Hi -- ALS/MND is a scary disease to consider/fear. We empathize. This note is not to deter you from your investigations, but just so thoughts on how we can help each other ...


Here are some first considerations that may help:

#1 - Read the STICKIES at the top of this forum. Many questions are answered there. 99% of new questions are addressed.


#2 We are not doctors or diagnosticians, but people who are dying from or caring for people with ALS. Some of us have to type with one hand, one finger, via dictation, or even with our eyes, so reading/replying to the anxiety-ridden can be very tiring.


#3 if you think you have a motor neuron issue, see your Primary Care Provider and get a referral to a motor neuron qualified neuro, note: most are NOT ALS/MND (Motor Neuron Disease) experienced!


#4 an EMG, properly done, is the gold standard test for ALS. But also, an abnormal EMG can indicate HUNDREDS of other, non-fatal, diseases. So listen to your doctor.


#5 ALS does NOT present with pain, cramps, or fatigue. In ALS, you feel perfectly normal but your muscles simply won't work. Typically, the first sign of ALS is a foot or a hand that inexplicably just won't lift up. It doesn't hurt or feel weak, it just is limp. That is paralysis.

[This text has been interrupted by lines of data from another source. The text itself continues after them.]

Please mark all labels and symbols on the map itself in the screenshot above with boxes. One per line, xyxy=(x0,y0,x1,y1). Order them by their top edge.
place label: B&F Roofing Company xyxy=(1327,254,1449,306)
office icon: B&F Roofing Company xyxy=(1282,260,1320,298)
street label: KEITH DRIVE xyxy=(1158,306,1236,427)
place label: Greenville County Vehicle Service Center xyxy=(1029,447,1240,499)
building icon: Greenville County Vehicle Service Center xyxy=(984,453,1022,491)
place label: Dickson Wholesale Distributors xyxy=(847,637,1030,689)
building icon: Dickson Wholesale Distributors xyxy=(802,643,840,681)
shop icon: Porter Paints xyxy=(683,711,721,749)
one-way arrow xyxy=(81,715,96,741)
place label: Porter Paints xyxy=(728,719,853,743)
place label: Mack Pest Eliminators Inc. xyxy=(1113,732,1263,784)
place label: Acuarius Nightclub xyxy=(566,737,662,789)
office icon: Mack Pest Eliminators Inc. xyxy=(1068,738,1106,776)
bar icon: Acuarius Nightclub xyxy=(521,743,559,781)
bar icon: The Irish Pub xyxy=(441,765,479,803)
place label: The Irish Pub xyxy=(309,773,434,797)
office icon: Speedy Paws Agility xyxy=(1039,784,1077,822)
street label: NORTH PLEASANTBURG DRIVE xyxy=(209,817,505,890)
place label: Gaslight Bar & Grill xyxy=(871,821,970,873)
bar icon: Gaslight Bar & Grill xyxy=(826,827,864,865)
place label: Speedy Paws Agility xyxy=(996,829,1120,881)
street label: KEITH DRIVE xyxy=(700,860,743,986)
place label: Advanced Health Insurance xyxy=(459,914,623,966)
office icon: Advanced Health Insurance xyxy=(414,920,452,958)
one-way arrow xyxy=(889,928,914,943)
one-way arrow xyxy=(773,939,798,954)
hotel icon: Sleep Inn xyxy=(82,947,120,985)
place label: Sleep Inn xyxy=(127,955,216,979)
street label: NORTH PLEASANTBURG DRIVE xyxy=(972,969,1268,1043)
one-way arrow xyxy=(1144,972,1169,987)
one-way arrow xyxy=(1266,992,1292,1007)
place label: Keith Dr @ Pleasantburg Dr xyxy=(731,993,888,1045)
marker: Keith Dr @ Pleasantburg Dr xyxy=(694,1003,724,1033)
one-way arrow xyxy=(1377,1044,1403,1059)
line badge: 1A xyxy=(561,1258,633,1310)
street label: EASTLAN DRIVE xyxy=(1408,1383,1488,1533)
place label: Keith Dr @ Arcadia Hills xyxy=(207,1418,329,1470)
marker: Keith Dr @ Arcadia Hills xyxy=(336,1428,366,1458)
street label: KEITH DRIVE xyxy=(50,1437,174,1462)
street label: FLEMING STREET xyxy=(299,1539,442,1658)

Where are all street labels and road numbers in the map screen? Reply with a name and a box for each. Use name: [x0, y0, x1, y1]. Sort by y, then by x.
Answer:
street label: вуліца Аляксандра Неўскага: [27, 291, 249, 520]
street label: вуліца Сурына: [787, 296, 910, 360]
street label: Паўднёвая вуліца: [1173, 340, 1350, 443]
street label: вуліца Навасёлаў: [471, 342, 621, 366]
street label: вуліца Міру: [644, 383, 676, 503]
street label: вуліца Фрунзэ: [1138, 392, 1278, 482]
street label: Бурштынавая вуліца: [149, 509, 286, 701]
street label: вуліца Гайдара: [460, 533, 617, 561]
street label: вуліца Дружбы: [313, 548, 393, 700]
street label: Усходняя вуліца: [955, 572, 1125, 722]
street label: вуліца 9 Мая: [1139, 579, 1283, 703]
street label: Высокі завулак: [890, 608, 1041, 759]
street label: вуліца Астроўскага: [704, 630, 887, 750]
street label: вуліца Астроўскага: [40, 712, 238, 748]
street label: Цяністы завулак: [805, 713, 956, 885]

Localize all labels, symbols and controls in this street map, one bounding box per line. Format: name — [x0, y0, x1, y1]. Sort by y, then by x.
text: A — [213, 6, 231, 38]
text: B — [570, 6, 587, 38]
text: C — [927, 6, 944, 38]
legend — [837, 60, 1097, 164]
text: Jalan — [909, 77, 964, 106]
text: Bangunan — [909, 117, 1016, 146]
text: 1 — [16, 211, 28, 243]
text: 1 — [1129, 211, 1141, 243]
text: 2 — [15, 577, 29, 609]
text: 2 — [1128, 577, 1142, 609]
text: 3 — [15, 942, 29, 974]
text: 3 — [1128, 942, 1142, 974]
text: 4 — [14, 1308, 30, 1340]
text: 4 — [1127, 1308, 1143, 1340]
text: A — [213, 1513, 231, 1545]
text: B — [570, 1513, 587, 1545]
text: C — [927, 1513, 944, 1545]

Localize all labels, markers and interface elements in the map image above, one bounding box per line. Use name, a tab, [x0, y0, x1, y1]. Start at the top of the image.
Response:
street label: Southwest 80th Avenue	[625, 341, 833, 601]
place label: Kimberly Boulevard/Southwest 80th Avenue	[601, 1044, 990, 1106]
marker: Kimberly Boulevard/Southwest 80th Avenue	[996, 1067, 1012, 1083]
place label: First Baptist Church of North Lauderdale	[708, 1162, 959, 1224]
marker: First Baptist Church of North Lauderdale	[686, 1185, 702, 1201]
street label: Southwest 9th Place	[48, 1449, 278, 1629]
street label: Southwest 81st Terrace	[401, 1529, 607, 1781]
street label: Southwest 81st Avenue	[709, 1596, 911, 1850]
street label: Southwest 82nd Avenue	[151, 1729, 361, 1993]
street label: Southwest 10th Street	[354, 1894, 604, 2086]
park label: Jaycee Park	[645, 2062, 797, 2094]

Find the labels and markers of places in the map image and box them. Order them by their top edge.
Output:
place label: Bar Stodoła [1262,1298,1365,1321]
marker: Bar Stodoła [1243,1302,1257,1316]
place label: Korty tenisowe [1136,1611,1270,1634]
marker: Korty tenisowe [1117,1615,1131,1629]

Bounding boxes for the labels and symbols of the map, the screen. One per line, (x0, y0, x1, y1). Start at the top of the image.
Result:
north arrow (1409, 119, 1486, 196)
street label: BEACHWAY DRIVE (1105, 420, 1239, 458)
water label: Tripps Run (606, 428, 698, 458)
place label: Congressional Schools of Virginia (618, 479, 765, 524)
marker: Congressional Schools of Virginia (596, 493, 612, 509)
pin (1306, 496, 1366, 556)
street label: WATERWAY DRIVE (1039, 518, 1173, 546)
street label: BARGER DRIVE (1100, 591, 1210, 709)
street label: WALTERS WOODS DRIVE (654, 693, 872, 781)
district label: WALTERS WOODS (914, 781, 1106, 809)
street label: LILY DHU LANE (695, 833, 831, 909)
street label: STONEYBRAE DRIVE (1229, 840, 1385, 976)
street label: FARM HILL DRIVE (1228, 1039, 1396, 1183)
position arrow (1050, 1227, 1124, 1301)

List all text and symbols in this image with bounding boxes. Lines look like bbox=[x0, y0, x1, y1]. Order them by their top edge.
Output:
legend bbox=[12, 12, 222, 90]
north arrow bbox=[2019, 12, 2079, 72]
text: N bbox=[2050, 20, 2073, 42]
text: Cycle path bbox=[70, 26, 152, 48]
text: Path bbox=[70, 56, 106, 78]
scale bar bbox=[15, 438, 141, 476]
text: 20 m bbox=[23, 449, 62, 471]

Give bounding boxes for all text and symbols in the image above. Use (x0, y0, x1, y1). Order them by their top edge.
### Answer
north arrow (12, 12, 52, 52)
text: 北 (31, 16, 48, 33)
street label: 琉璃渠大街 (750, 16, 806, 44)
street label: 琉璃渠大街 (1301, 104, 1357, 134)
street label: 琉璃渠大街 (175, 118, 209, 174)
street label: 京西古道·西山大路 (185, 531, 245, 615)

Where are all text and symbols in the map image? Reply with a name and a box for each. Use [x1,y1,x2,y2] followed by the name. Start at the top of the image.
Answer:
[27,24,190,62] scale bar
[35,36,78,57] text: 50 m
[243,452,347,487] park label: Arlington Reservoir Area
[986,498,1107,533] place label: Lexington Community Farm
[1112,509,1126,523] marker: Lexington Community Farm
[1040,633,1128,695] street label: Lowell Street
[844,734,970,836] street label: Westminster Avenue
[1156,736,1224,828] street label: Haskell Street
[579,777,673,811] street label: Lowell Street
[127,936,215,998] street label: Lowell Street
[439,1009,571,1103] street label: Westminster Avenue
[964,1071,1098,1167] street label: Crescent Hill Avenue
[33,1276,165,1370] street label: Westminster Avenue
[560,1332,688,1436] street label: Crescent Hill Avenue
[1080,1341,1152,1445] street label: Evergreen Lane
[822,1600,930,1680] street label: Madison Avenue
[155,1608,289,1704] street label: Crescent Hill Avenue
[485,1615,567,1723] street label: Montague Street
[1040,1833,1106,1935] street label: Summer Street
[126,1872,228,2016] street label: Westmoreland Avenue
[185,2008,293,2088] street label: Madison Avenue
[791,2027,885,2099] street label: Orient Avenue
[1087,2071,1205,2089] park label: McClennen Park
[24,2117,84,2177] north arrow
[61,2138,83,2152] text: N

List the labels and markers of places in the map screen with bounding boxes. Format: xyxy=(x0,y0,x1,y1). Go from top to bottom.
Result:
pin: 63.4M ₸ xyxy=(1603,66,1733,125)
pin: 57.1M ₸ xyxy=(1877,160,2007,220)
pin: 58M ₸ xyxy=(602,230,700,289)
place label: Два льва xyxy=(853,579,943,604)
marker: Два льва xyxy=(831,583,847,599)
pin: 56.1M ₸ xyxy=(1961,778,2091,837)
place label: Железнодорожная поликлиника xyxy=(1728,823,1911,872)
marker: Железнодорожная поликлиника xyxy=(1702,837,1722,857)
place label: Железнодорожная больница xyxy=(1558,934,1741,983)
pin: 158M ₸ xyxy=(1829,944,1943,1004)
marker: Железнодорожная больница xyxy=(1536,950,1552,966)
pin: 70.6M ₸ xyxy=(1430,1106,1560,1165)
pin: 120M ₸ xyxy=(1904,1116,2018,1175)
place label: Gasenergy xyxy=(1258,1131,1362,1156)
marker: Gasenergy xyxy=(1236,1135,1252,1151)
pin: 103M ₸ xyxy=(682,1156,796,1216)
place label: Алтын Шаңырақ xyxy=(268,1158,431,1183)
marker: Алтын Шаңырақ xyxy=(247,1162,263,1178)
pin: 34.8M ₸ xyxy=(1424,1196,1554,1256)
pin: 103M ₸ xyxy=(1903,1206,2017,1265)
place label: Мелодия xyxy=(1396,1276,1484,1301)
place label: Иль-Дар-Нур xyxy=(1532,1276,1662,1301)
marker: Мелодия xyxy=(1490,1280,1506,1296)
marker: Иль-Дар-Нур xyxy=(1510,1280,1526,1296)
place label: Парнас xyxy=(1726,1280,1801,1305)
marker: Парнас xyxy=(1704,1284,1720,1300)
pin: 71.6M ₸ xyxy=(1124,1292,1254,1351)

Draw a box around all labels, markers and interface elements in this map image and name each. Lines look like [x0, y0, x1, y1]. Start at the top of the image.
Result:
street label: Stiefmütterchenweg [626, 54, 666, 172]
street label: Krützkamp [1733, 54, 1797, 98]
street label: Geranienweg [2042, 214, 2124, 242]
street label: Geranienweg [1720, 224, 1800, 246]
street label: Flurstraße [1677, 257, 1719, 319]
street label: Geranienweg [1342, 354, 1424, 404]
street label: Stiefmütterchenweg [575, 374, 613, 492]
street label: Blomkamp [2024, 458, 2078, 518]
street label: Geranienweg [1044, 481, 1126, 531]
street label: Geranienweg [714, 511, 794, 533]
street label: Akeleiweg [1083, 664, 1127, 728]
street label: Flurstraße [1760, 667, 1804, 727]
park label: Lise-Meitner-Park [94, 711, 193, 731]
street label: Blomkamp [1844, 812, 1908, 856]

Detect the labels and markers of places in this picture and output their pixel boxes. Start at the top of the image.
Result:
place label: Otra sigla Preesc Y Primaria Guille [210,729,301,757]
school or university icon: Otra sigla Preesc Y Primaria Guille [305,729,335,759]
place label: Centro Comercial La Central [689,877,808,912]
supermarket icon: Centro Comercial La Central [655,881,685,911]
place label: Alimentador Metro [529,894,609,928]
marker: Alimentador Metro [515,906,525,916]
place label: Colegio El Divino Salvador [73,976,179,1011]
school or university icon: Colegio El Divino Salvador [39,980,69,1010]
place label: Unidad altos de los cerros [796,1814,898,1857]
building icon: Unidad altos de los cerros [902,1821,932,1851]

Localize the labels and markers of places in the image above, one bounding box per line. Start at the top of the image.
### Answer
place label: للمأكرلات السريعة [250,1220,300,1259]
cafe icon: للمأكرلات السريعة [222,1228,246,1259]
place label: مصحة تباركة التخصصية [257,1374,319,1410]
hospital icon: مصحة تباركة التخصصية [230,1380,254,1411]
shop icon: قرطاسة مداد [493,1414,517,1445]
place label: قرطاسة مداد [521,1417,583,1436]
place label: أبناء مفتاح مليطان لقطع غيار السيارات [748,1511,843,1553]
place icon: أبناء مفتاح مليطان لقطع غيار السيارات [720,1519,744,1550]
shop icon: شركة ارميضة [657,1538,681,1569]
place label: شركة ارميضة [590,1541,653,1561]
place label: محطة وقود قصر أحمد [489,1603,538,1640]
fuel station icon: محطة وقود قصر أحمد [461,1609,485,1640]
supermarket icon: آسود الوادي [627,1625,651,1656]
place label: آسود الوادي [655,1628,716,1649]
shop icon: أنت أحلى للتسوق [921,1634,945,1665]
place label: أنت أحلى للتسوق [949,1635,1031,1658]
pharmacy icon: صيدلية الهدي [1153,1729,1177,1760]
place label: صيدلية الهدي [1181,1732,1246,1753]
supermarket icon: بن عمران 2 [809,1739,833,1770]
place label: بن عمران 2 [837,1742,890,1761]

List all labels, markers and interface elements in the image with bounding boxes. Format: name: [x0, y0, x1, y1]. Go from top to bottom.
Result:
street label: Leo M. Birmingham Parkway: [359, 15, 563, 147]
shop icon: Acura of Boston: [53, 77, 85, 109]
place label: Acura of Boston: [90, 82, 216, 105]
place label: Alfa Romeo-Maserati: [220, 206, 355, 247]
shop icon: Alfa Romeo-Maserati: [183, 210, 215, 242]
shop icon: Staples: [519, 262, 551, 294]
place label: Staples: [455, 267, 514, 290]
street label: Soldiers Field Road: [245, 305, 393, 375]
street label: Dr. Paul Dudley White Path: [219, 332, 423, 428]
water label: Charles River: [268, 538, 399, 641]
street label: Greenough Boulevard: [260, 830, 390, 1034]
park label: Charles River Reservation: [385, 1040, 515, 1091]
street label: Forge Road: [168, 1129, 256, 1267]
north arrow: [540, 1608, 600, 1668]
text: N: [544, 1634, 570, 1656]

#6 ALS is about failing, not feeling, so forget the "feeling" symptoms


#7 If your main issue is twitching go to the bfs forum. If you have weird neuro symptoms try neurotalk. There are also forums for health anxiety.


#8 Your doctor is wise to look at other diseases. ALS is rare. In order for it to be ALS, it has to be nothing else.


#9 Many of us cough/gag/choke and/or can no longer speak. It is difficult to have anxious people constantly chasing this disease, when we can't escape it. There seems to be this cult of ALS wannabees/groupies. You don't want to fall into that bucket do you?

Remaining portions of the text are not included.